Teacher Personal Information
Sharing Personal Information
It’s a great idea, as a new teacher, to share information about yourself with others—but be selective. Be mindful of how much you share, and with whom. It’s up to you to decide what you share about your professional life with your peers. In terms of what you share about your personal life, however, keep things close until you get to know everyone else better. Information you share about yourself with adult faculty members will also be very different from what you decide to share with your students.
- Personal stories—Sharing personal stories with students is a fantastic way to develop interpersonal relationships and gain students’ trust.
- Be mindful of what you share.
- Always think from the perspective of the parents. What stories would be okay for their child to hear?

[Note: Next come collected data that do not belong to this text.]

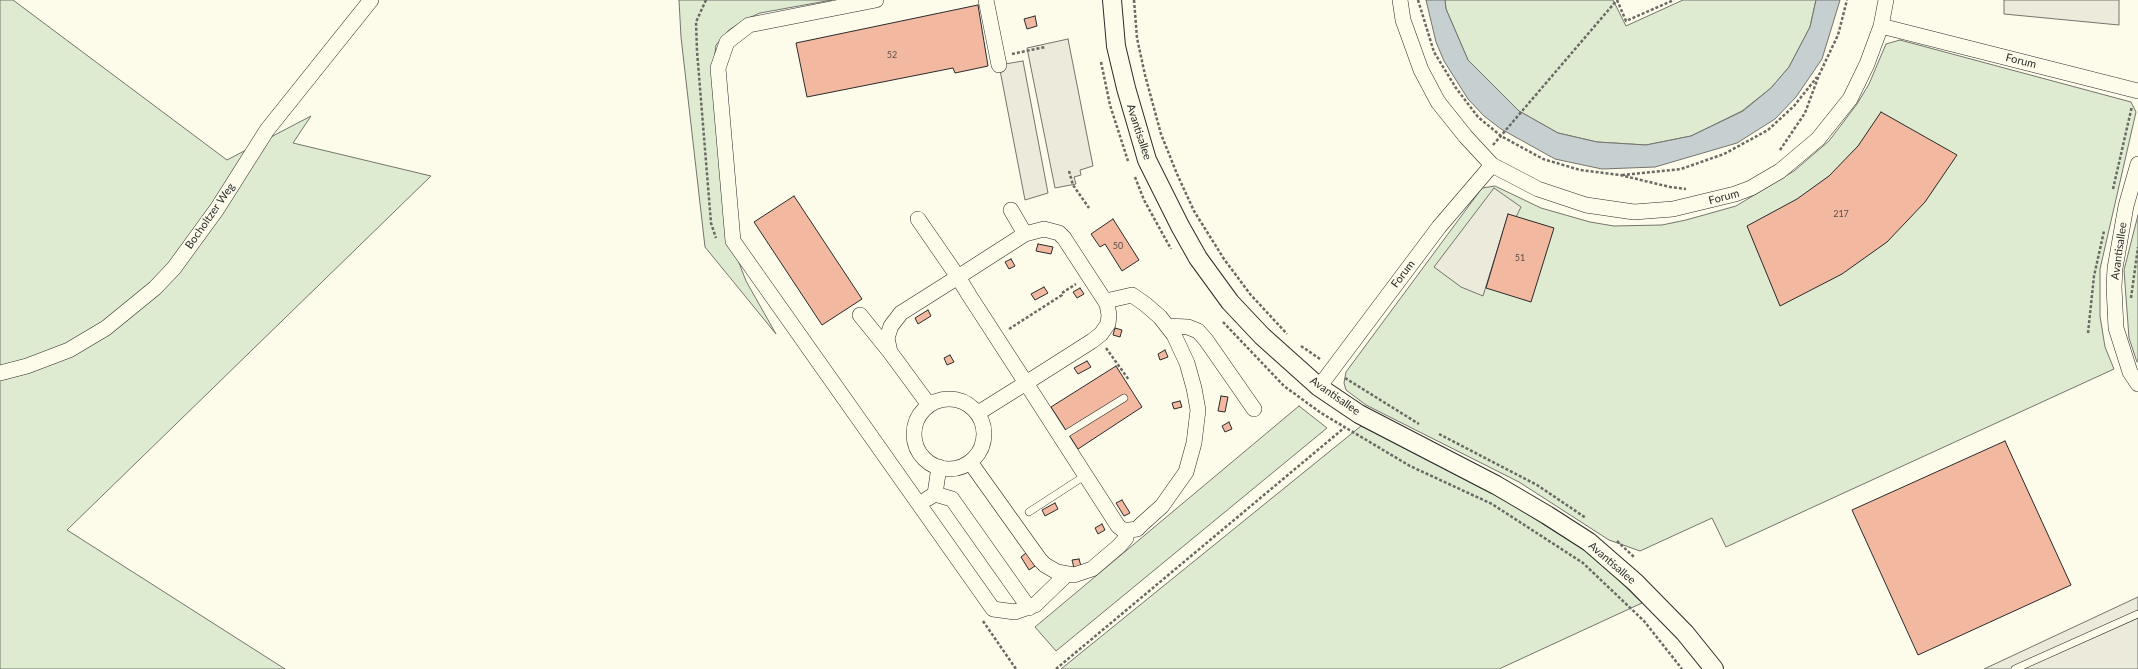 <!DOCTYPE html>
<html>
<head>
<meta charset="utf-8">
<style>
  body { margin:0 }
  canvas { display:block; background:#fdfbea }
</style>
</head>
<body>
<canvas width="2138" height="669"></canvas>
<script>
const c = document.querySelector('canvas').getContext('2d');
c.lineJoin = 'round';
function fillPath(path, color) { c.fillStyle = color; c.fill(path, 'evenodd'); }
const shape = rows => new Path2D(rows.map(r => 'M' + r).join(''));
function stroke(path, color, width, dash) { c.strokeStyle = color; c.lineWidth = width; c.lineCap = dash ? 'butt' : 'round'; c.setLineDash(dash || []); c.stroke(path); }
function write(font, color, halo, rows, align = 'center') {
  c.font = font + ' Lato,sans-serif'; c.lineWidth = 3; c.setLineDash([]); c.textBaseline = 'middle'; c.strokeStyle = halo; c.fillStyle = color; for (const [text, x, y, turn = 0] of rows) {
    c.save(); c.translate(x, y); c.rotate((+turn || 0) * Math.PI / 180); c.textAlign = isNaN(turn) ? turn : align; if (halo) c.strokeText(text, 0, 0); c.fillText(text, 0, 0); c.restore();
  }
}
const green = shape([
  [0,0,13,0,227,160,311,116,293,143,431,176,67,530,285,669,0,669,0,0],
  [679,0,832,0,760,13,744,20,729,30,716,45,713,69,725,226,746,281,776,334,705,247,681,37,679,0],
  [1445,0,1613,0,1626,26,1683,0,1816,0,1810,27,1789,67,1771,88,1742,111,1691,136,1646,145,1597,142,1558,133,1519,111,1468,60,1446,9,1445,0],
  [1900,40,2131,102,2136,112,2100,269,2100,316,2105,347,2114,369,1726,547,1712,518,1640,551,1609,540,1519,482,1366,405,1346,390,1344,383,1346,372,1482,188,1495,186,1541,208,1590,222,1614,226,1662,225,1686,220,1736,206,1794,171,1829,141,1857,104,1869,84,1886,44,1900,40],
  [2138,215,2138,362,2137,362,2129,338,2124,270,2138,215],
  [1299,406,1327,428,1056,651,1035,627,1299,406],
  [1361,426,1508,502,1595,557,1642,603,1499,669,1061,669,1361,426]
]);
fillPath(green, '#deebd1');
stroke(green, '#74746e', 1);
const parking = shape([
  [2004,0,2119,0,2119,25,2004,14,2004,0],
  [1068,39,1093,166,1080,170,1081,175,1074,177,1076,184,1055,188,1027,48,1068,39],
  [1023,61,1048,193,1025,200,999,65,1023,61],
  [1494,188,1521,207,1516,217,1508,215,1483,296,1461,287,1434,267,1494,188],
  [2138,597,2138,669,1984,669,2138,597]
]);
fillPath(parking, '#eceadb');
stroke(parking, '#74746e', 1);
const water = shape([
  [1426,0,1445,0,1446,9,1468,60,1519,111,1558,133,1597,142,1646,145,1691,136,1743,111,1771,88,1789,67,1810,27,1816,0,1840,0,1822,59,1796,97,1775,119,1737,143,1655,167,1602,169,1555,159,1501,129,1484,116,1468,99,1444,61,1436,42,1426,0]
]);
fillPath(water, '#c7d0d0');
stroke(water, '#74746e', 1);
const building = shape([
  [978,5,988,66,955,73,953,68,807,97,796,43,978,5],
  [1035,16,1037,26,1027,29,1024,19,1035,16],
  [1881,112,1957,155,1925,202,1887,242,1842,274,1780,306,1747,226,1797,199,1829,176,1858,146,1881,112],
  [794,196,862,299,822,325,754,222,794,196],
  [1508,214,1554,228,1531,302,1486,288,1508,214],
  [1113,219,1139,260,1122,271,1105,244,1100,247,1091,234,1113,219],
  [1038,244,1053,247,1051,254,1036,251,1038,244],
  [1011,259,1015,266,1009,269,1005,262,1011,259],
  [1044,287,1048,293,1035,300,1031,294,1044,287],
  [1080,288,1084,294,1077,298,1073,292,1080,288],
  [928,310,931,316,918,324,915,318,928,310],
  [1115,328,1122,330,1120,337,1113,335,1115,328],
  [1165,350,1168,357,1160,360,1158,354,1165,350],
  [950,355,954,362,947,365,944,358,950,355],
  [1087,361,1091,367,1078,374,1074,368,1087,361],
  [1116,366,1142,407,1078,449,1051,407,1116,366],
  [1221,396,1228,397,1225,412,1218,411,1221,396],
  [1180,401,1182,407,1174,409,1172,403,1180,401],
  [1229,422,1232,429,1225,432,1222,426,1229,422],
  [2005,441,2071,585,1918,655,1852,510,2005,441],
  [1122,500,1130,513,1124,516,1116,503,1122,500],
  [1055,503,1058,509,1045,516,1042,510,1055,503],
  [1102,524,1105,530,1098,534,1095,528,1102,524],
  [1026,553,1035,566,1029,570,1021,557,1026,553],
  [1079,559,1081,566,1074,568,1072,560,1079,559]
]);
fillPath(building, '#f2b8a0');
stroke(building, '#2b2b2b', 1);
const service = shape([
  [1061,437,1124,398],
  [1029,512,1086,475],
  [2015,669,2138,614]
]);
const minor = shape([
  [876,0,749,25,727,42,718,68,733,241,993,609,1015,612,1035,605,1066,575],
  [986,0,999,65],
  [1400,0,1403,20,1421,70,1438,102,1466,137,1492,165,1538,189,1586,205,1634,212,1673,209,1735,194,1751,188,1780,171,1818,139,1850,99,1867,64,1881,26,1886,0],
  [1881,26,2138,91],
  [2138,164,2126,206,2115,268,2114,287,2116,328,2130,372,2138,384],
  [1011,210,1025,234],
  [918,219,958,277,901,313,891,326,887,338,890,352,929,405],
  [860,315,890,352],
  [1167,326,1188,327,1198,331,1206,340,1254,409],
  [0,373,27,366,69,350,106,328,155,288,174,268,217,209,267,130,371,0],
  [1319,387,1439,227,1492,165],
  '914 434a35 35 0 1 1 70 0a35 35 0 1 1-70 0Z',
  [978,413,1026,383,1092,341,1101,334,1108,324,1109,315,1107,304,1064,238,1059,233,1044,229,1025,234,958,277,969,295,1026,383,1118,526,1123,530,1130,530,1137,529,1142,524,1162,506,1186,472,1194,443,1198,410,1194,388,1187,363,1174,335,1160,317,1145,304,1132,295,1106,301],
  [970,462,1040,560,1045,565,1057,572,1074,575,1092,569,1119,546,1126,538,1127,530],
  [935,494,952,499,1029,608],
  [927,499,935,494,939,467]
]);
const tertiary = shape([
  [1112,0,1116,46,1126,88,1147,160,1180,226,1198,258,1230,302,1262,336,1319,387,1359,414,1496,485,1547,515,1589,542,1635,582,1685,633,1714,669]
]);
stroke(service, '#2b2b2b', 8);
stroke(minor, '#2b2b2b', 16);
stroke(tertiary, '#2b2b2b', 20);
stroke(shape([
  [706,0,696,22,697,51,711,223,716,238],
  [1134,0,1137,38,1145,75,1161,134,1177,174,1194,211,1224,259,1250,294,1287,334],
  [1418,0,1434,52,1456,88,1478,117,1501,136,1543,159,1580,170,1620,175,1670,187,1686,189],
  [1617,0,1626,21,1674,0],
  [1012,54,1045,47],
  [1101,62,1110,105,1128,161],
  [1493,145,1617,0],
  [1780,150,1805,113,1819,75,1838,35,1847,0],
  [1069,171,1073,185,1089,208],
  [1622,175,1681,169,1724,154,1768,130,1794,106,1817,77],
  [1135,177,1144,200,1171,249],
  [2113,189,2132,106],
  [2131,298,2138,247],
  [1223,322,1284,386,1321,413,1410,466,1492,504,1583,563,1644,621,1682,669],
  [1009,329,1062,295,1062,293,1076,284],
  [2088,333,2094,276,2104,231],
  [1301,346,1320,359],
  [1106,348,1129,380],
  [1345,378,1419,424],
  [1439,434,1537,485,1586,518],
  [1617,541,1634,557],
  [983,621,1016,669],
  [1056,669,1344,428]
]), '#6a6964', 2.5, [3, 2]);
stroke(service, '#fdfbea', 7);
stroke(minor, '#fdfbea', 15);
stroke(tertiary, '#fdfbea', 18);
write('9px', '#5d4e48', null, [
  ["52",892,55],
  ["217",1841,214],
  ["50",1118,246],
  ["51",1520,258]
]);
write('11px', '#2b2b2b', '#fdfbea', [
  ["Forum",2021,61,14],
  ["Avantisallee",1139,132,72],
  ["Forum",1724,197,-15],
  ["Bocholtzer Weg",210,216,-55],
  ["Avantisallee",2119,251,-82],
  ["Forum",1403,274,-53],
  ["Avantisallee",1335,396,35],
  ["Avantisallee",1612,563,41]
]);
</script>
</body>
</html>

- Shared stories could include the following:
- Your travels
- Your own education experiences
- Your interests in movies, music, musical instruments, athletics
- E-mail address—E-mail is sometimes the easiest way for parents to keep in touch with you.
- Be prepared to receive and respond to all correspondences.
- Do not give out your personal e-mail address.
- Give out only your professional e-mail address, if you choose to correspond with parents through e-mail.
- Remember that professional e-mail can serve as documentation.
- Phone number—It is not recommended to give students or their parents your personal phone number, though this is a personal choice.
- Receiving calls—Provide the school’s phone number. Parents can call and leave you a message.
- Making calls—Use the school phone to avoid having your personal phone number show up on caller ID.
- Discussions—Keep discussions at work on a professional level, even if you are comfortable with your colleagues.
- Does what you are discussing relate to school?
- Is what you are sharing confidential student information?
- Would you say this to an administrator or parent?
- Is the conversation merely school gossip or hearsay? Don’t get caught up in it.
- Photographs—Bring personal pictures into class as a way to share your life with students.
- Share only pictures that are school-appropriate and relevant to class discussion.
- Remember that a picture is worth a thousand words—be careful what you share.